Menschen

Total verklimt

Falters Zoo | Karin Wasner, Christopher Wurmdobler | aus FALTER 32/12 vom 08.08.2012

Wie viele Indie-Folklore-Singer/Songwriter verträgt die Welt? Sie kann offenbar gar nicht genug davon bekommen. Große Freude also auch in Wien, dass Justin Vernon alias Bon Iver letzte Woche seine wisconsinsche Schwitzhütte verlassen hat, um sich in der vollmondbestrahlten Open-Air-Arena dem Schmerz hinzugeben. "Sing your ass off“, lautete die Ansage des Künstlers, und er hat es natürlich auch vorgemacht. Gar nicht mehr so allein - weil unterstützt von acht Kollegen - funktionierte der sonst eher schlichte Sound des zweifachen Grammy-Gewinners überraschend super auch auf der großen Bühne. Die verbreitete, dank verdörrtem Grünzeug und massig LED-Lämpchen abgeranzte Strandatmosphäre in der lauen Erdberger Sommernacht und verpasste so der Originalversion von "Skinny Love“ erst die richtige Dosis Drama.

Vollkommen undramatisch verlief vergangene Woche dann noch der Besuch von Madonna plus Familie in unserer kleinen Stadt. Der Popstar erholte sich nach seinem Stadionkonzert noch ein paar Tage in Wien, bevor es nach Warschau weiterging. Und wir hätten uns wirklich ein aufregenderes Programm vorgestellt, als mit der gepanzerten Limousine ins Museumsquartier zu rauschen, um dann ausgerechnet ins Leopold-Museum zu gehen, Klimt kucken. Hey, Madonna-Mäuschen! Im Mumok gibt’s Fashion und Kunst. Auf der Donauinsel kann man nackig baden. Und auf dem Meidlinger Markt hat das Milchbart aufgemacht. Stattdessen: das fade Touri-Programm einer gelangweilten Mittfünfzigerin.

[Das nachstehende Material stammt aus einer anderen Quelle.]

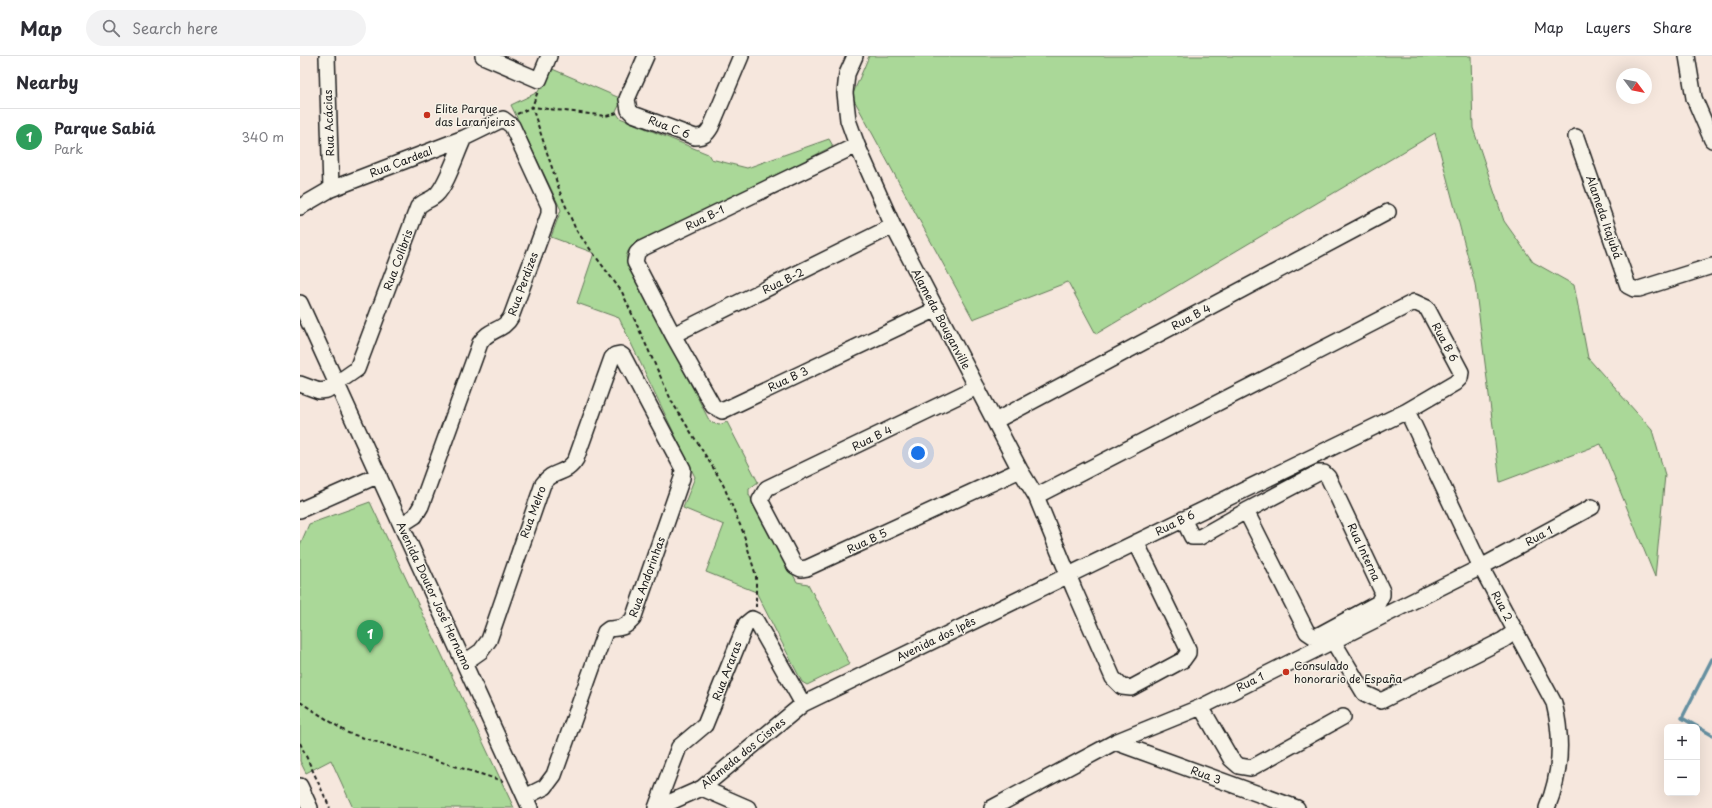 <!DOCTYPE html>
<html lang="en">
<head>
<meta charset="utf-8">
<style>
  body { margin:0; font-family:"Playpen Sans",sans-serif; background:#f2f2f3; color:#2b2b33 }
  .controls { position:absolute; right:12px; bottom:12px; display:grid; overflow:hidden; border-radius:6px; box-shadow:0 4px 16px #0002 }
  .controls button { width:36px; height:36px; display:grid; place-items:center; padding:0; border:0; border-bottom:1px solid #e1e1e2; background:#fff; color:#2b2b33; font:20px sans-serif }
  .compass { position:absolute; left:1316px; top:12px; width:36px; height:36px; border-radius:50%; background:#fff; box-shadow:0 4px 16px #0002; rotate:122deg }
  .you { position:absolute; left:618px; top:397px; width:14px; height:14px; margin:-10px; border:3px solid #fff; border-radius:50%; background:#1a73e8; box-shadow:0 0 0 6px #1a73e833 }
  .badge { display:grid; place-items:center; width:26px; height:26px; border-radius:50%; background:#c8321e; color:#fff; font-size:13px; font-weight:700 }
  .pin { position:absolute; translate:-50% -33px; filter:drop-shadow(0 1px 2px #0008) }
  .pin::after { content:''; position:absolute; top:21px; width:14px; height:12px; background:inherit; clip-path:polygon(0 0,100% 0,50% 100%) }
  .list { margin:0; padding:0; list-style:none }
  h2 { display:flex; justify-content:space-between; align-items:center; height:52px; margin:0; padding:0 16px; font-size:17px }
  h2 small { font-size:13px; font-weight:400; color:#7c7c81 }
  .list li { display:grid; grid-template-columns:26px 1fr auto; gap:12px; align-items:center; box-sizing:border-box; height:56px; padding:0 16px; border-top:1px solid #e1e1e2 }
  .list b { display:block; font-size:15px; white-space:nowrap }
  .list p { margin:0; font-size:13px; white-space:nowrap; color:#7c7c81 }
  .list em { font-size:13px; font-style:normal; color:#7c7c81 }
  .icon { flex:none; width:22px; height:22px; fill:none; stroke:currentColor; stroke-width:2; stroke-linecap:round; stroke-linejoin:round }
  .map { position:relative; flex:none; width:1412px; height:752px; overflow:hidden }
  header { display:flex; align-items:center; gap:24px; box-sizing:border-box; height:56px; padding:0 20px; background:#fff; border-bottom:1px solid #e1e1e2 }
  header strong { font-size:19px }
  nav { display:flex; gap:22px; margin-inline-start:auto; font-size:14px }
  .search { width:280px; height:36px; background:#f2f2f3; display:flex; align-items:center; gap:10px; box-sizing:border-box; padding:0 14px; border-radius:22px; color:#7c7c81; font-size:15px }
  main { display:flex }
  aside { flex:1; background:#fff }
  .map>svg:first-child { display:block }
</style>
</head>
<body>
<header>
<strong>Map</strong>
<div class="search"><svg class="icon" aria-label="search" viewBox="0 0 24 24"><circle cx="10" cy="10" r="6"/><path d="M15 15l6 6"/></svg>Search here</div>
<nav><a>Map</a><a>Layers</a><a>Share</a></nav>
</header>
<main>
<aside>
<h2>Nearby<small></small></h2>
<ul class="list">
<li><span class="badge" style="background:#2e9e5b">1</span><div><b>Parque Sabiá</b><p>Park</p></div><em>340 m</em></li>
</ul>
</aside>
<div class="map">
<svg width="1412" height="752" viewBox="0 0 1412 752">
  <rect width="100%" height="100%" fill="#f6e7dd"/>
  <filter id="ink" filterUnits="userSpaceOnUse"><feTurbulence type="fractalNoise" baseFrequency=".025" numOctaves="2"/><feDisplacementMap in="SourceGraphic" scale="8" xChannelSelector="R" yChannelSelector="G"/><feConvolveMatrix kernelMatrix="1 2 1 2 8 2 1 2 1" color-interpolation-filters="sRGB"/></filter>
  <g filter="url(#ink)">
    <path fill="#aad898" stroke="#637a5a" d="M569,0h602l2,72 31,93 29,41 41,23 14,73 64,72 13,45 -10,102 -54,-133 -101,38 -25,-198 -40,-151 -339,201 -28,-52 -95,37 -121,-223z
      M250,12l72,31 -6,13 4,6 88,36 3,5 36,9 82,-29 4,7 -205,105 -2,6 84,165 9,3 8,-3 31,60 -9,7v6l48,87 11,2 42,80 -43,21 -5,-3 -46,-90 -50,-20 18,-47 -41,-17 12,-31 -76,-159 -42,-15 17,-50 -43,-16 10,-27 -50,-105 27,-13z
      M70,446l144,306h-161l-22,-48 -25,13 -6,-12v-216l9,-21z"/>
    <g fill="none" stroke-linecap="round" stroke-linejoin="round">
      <path stroke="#658fa0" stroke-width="3.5" d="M1412,603l-30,59 30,17"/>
      <g stroke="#1c1c1c" stroke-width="18">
        <path id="minor" d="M27,0l4,133
          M183,0l56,24 10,-24
          M346,0l-19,43 2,11 4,4 62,23c9,0 12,-3 16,-10l30,-71
          M555,0l-8,18 -2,19 3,27 9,25 36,81 127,244 16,26 38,93 39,89 9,9 9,1 52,-28 5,-7v-4l-52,-107
          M1387,0l7,42 18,42
          M1276,81l52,149 6,3h5l73,-23
          M557,89l-216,104 -4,4 -2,9 38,73 40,71 9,5 215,-102
          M0,151l31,-18 133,-51 39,-19 9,7 37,80v8l-38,103c-8,15 -22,11 -31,26l-59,163 -6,10 -14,9
          M0,247l230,505
          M373,279l220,-109
          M0,328l19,7 8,-1 30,-21 61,-162c5,-6 13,-7 18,-12 11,-10 21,-43 28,-57
          M677,331l-210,101 -7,12 35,66 6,3 6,-1 213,-98
          M1107,355l74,156 73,136c9,36 7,71 -7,105
          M695,365l393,-209
          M0,454l79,-35
          M883,463l9,18h8l46,-26 72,-38h6l4,4 54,114v4l-4,8 -61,33h-4l-6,-4 -61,-121
          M1033,585l31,52 17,8 122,-61 13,-9
          M164,607l17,-12 8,-11 54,-156c10,-15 23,-8 33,-25l36,-101 3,-3 5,-1 3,2 60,113 -1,9 -49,141c-8,9 -13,9 -24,10l-4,3 -51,143 -9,12 -20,10
          M901,651l30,52 8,7 12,2 92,-51
          M815,686l182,66
          M0,730l10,22
          M402,732l46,20
          M356,752l23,-61 26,-22 41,-101 6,-5 4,2 47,83
          M357,752l45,-20 101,-84 604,-293 48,-28 5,-5 1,-6 -34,-64 -13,-6 -378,194
          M692,752l123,-66 86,-35 280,-140 111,-60"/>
      </g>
      <path stroke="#1c1c1c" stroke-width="2" stroke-dasharray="4 3" stroke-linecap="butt" d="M317,57l-11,3 -74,-9 29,88 15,35 46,62 50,110 50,80 21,50 13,44v31
        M217,58l15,-7 6,-16
        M0,646l48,31 155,48
        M0,687l30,65"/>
      <use href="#minor" stroke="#f7f3e8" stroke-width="15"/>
    </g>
  </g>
  <g fill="#c8321e" stroke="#f7f3e8" stroke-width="1.5">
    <circle cx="127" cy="59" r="4"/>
    <circle cx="986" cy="616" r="4"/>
  </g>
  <g text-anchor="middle" stroke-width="3" stroke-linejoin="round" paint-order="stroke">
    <g font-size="11" fill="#1c1c1c" stroke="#f7f3e8" text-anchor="start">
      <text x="135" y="57">Elite Parque<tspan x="135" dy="13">das Laranjeiras</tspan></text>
      <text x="994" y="614">Consulado<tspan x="994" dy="13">honorario de España</tspan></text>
    </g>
    <g font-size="11" fill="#1c1c1c" stroke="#f7f3e8">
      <text transform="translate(29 67) rotate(-92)" y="4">Rua Acácias</text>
      <text transform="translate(369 71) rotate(21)" y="4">Rua C 6</text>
      <text transform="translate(101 106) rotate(-21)" y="4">Rua Cardeal</text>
      <text transform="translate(1304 161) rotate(71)" y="4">Alameda Itajubá</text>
      <text transform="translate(405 162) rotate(-26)" y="4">Rua B-1</text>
      <text transform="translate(98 204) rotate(-70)" y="4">Rua Colibris</text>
      <text transform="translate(483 225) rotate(-26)" y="4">Rua B-2</text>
      <text transform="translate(223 228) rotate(-70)" y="4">Rua Perdizes</text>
      <text transform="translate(891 261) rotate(-28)" y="4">Rua B 4</text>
      <text transform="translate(641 263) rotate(62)" y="4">Alameda Bouganville</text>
      <text transform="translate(1145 286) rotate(62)" y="4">Rua B 6</text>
      <text transform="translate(488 323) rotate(-25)" y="4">Rua B 3</text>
      <text transform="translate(572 382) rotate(-26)" y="4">Rua B 4</text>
      <text transform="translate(233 456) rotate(-70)" y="4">Rua Melro</text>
      <text transform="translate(875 467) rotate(-26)" y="4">Rua B 6</text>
      <text transform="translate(1239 480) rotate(-28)" y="4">Rua 1</text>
      <text transform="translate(567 485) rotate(-25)" y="4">Rua B 5</text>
      <text transform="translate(1064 496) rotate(65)" y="4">Rua Interna</text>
      <text transform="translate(347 521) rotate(-70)" y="4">Rua Andorinhas</text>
      <text transform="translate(134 540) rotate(65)" y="4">Avenida Doutor José Hernamo</text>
      <text transform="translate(1202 550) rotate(62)" y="4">Rua 2</text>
      <text transform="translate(636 583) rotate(-26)" y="4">Avenida dos Ipês</text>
      <text transform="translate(427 615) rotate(-69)" y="4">Rua Araras</text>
      <text transform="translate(950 626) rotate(-26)" y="4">Rua 1</text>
      <text transform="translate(443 697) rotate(-39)" y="4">Alameda dos Cisnes</text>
      <text transform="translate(906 719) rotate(20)" y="4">Rua 3</text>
    </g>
  </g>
</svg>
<div class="controls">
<button>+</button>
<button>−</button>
</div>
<svg class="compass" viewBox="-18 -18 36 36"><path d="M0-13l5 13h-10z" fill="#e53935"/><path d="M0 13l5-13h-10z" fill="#7c7c81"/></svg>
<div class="you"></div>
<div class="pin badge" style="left:70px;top:597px;background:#2e9e5b">1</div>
</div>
</main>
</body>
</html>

Fünfzehneinhalb Minuten. So lange dauerte es, bis der Achter des Wiener Ruderclubs Pirat auf 6 Kilometern Donaukanal von der Nussdorfer Schleuse zur Urania gerudert war. Nur knapp zweieinhalb Minuten länger brauchte der Kroate Marko Milodanovic für die Strecke beim neuen Wiener Wassersportfestival "Wienereiner“. Größtes Spektakel am Wochenende war die bunte Massenstartregatta der Kanuten. Auch hier gab’s ein Novum beim "Metropool“-Fest: Die ersten Flussmeisterschaften der Stand-up-Paddler, die gewann Roman Frühwald. Stehend.

Sommerfrische ganz nah bei Wien. Der geschätzte Kollege aus der Falter-Gastronomie-Etage war kürzlich schon in Kritzendorf und ganz aus dem Häuschen, wir haben uns ebenfalls ins Strombad begeben, wo bereits Florian Horwath & The Horwaths, Bo Candy & his Broken Hearts sowie Ernst Molden gemeinsam mit dem Nino aus Wien auf der Terrasse des Donaurestaurants von Silent Cook (sorry, das bleibt jetzt) Patrick Müller oder auf dem Strombadareal aufgetreten sind. Zum Finale am 18. August serviert man dort nun einen Balkan-Klezmer-Chanson-Mix, dargebracht durch Das Großmütterchen Hatz Salon Orkestar. Müssen wir wohl auch hin. Schön da!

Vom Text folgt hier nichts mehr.